## Exercise input
= = =

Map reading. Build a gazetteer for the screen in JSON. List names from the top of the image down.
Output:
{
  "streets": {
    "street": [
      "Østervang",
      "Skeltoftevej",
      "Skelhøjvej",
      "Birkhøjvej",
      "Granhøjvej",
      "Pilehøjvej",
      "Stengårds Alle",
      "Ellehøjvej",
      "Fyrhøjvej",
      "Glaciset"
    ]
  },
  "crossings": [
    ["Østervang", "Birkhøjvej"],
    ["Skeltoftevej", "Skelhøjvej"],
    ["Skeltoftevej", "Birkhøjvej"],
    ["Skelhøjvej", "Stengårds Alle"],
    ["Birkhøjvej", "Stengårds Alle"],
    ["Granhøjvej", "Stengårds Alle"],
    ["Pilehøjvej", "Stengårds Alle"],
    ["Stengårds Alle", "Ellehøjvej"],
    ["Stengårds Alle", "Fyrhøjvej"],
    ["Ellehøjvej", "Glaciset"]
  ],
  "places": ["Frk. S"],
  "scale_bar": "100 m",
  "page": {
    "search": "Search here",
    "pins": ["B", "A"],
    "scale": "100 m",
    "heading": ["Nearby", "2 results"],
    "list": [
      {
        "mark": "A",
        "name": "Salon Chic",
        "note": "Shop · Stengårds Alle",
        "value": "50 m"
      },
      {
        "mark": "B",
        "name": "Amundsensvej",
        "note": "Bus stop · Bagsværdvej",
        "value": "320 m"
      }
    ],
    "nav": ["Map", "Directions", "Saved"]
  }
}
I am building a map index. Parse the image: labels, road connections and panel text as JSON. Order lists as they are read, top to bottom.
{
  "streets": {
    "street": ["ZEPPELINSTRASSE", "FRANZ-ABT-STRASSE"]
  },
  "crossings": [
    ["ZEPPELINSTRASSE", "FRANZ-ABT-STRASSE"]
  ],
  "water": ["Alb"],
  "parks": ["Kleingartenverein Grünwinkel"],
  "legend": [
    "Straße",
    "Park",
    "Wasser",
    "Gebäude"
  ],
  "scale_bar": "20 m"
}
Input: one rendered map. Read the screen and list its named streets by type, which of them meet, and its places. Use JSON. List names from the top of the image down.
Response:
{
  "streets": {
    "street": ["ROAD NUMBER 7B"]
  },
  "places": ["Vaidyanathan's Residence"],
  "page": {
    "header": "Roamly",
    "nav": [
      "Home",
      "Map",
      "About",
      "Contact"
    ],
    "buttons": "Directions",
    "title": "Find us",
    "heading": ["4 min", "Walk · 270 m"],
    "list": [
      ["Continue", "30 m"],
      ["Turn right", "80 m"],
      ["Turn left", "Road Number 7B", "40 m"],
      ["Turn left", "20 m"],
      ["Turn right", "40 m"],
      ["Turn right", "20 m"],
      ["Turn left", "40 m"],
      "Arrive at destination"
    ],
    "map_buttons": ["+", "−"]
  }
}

= = =

What lines in the listing include the string "screen"? Copy them out.

## Reply
Map reading. Build a gazetteer for the screen in JSON. List names from the top of the image down.
Input: one rendered map. Read the screen and list its named streets by type, which of them meet, and its places. Use JSON. List names from the top of the image down.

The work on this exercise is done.